» **Source material**:

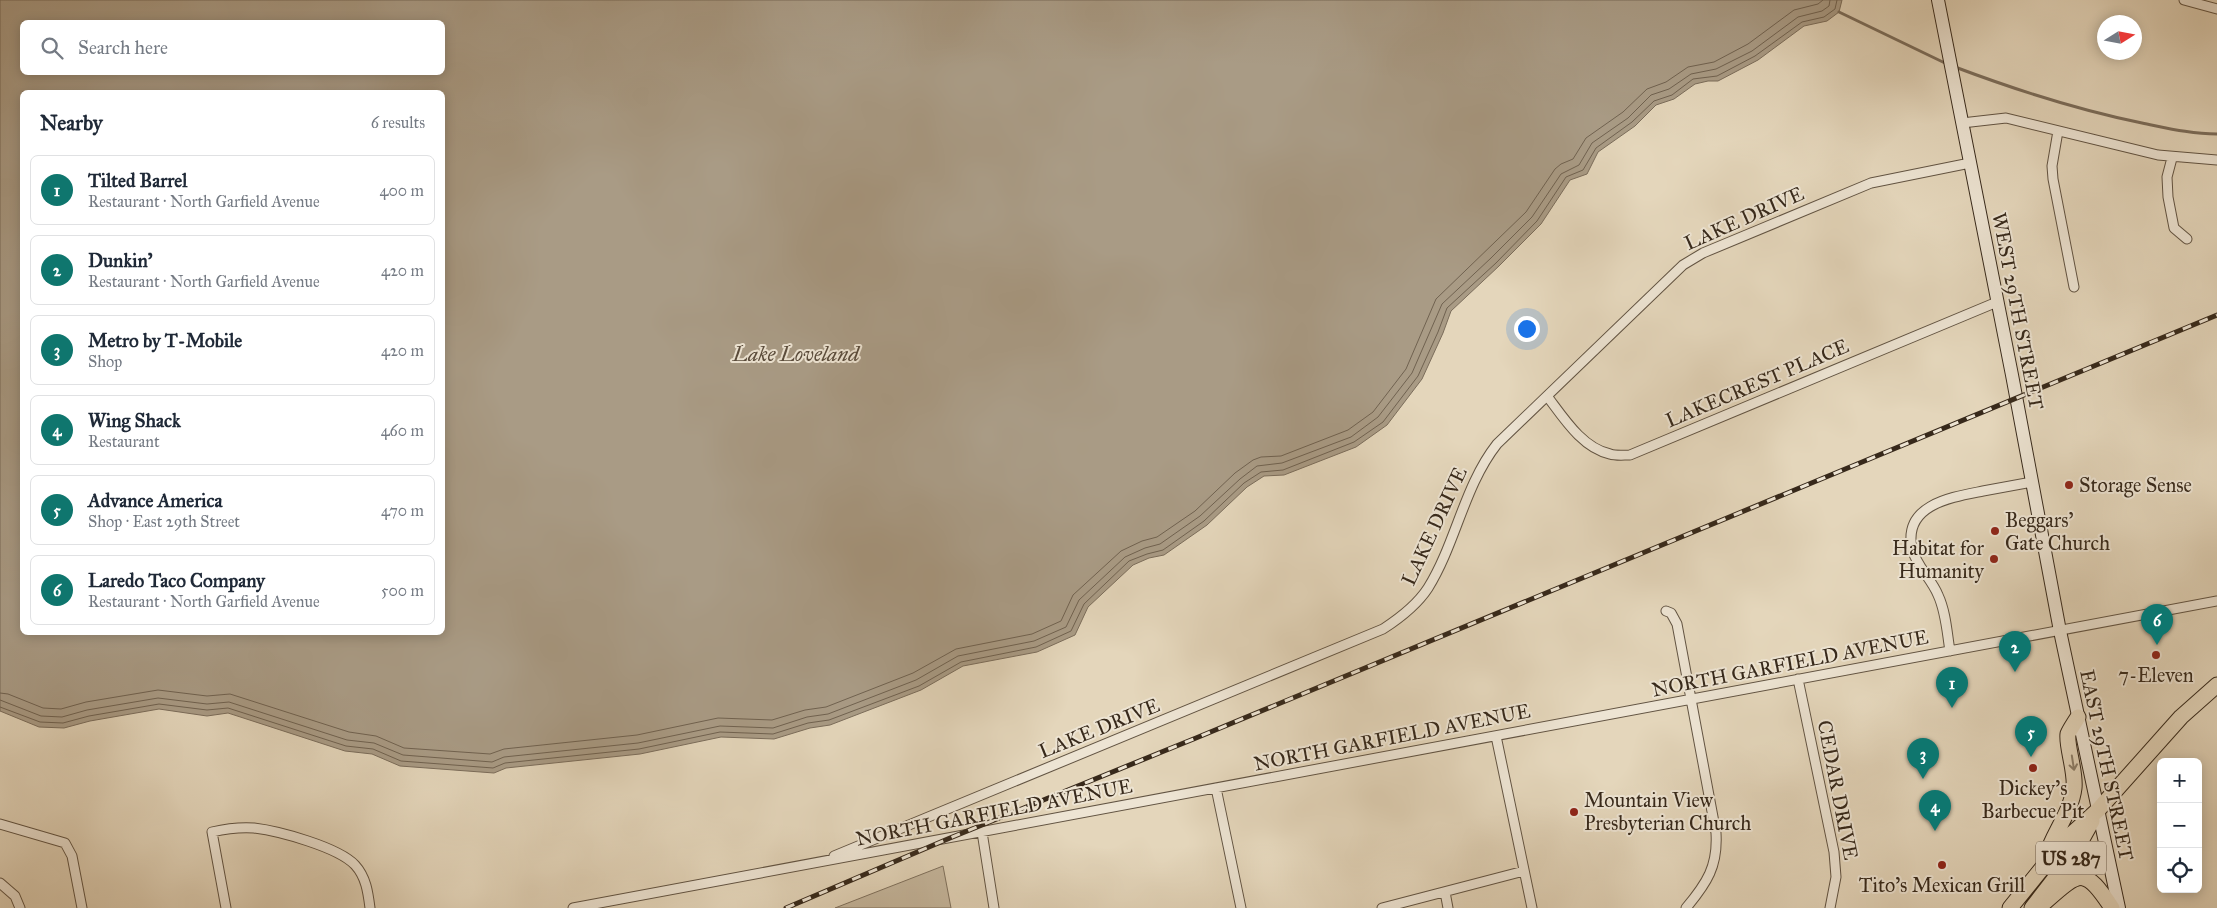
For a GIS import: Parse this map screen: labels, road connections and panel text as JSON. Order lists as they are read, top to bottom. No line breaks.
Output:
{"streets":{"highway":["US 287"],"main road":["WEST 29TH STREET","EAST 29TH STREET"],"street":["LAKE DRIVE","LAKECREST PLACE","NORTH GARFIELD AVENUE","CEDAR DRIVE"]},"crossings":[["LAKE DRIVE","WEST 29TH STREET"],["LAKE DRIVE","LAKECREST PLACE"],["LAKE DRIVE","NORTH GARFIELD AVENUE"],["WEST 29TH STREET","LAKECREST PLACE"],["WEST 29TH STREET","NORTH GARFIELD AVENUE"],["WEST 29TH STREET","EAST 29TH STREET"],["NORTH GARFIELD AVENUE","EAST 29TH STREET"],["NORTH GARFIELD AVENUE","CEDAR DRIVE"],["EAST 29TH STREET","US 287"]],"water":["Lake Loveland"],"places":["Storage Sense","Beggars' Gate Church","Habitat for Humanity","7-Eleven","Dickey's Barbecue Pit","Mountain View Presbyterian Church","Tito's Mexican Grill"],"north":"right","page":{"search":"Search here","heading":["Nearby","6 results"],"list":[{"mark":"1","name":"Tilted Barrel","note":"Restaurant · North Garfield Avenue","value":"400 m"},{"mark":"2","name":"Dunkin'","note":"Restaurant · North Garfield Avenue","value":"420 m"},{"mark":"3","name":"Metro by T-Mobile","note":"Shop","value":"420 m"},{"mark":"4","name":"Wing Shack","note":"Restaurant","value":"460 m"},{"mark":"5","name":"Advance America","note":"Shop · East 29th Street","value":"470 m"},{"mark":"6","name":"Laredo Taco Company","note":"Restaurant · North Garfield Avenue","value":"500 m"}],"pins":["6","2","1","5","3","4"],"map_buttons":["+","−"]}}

» **Goal of the exercise**:
Type the listing above out again exactly, and omit all pictures.

» **Exercise response**:
For a GIS import: Parse this map screen: labels, road connections and panel text as JSON. Order lists as they are read, top to bottom. No line breaks.
Output:
{"streets":{"highway":["US 287"],"main road":["WEST 29TH STREET","EAST 29TH STREET"],"street":["LAKE DRIVE","LAKECREST PLACE","NORTH GARFIELD AVENUE","CEDAR DRIVE"]},"crossings":[["LAKE DRIVE","WEST 29TH STREET"],["LAKE DRIVE","LAKECREST PLACE"],["LAKE DRIVE","NORTH GARFIELD AVENUE"],["WEST 29TH STREET","LAKECREST PLACE"],["WEST 29TH STREET","NORTH GARFIELD AVENUE"],["WEST 29TH STREET","EAST 29TH STREET"],["NORTH GARFIELD AVENUE","EAST 29TH STREET"],["NORTH GARFIELD AVENUE","CEDAR DRIVE"],["EAST 29TH STREET","US 287"]],"water":["Lake Loveland"],"places":["Storage Sense","Beggars' Gate Church","Habitat for Humanity","7-Eleven","Dickey's Barbecue Pit","Mountain View Presbyterian Church","Tito's Mexican Grill"],"north":"right","page":{"search":"Search here","heading":["Nearby","6 results"],"list":[{"mark":"1","name":"Tilted Barrel","note":"Restaurant · North Garfield Avenue","value":"400 m"},{"mark":"2","name":"Dunkin'","note":"Restaurant · North Garfield Avenue","value":"420 m"},{"mark":"3","name":"Metro by T-Mobile","note":"Shop","value":"420 m"},{"mark":"4","name":"Wing Shack","note":"Restaurant","value":"460 m"},{"mark":"5","name":"Advance America","note":"Shop · East 29th Street","value":"470 m"},{"mark":"6","name":"Laredo Taco Company","note":"Restaurant · North Garfield Avenue","value":"500 m"}],"pins":["6","2","1","5","3","4"],"map_buttons":["+","−"]}}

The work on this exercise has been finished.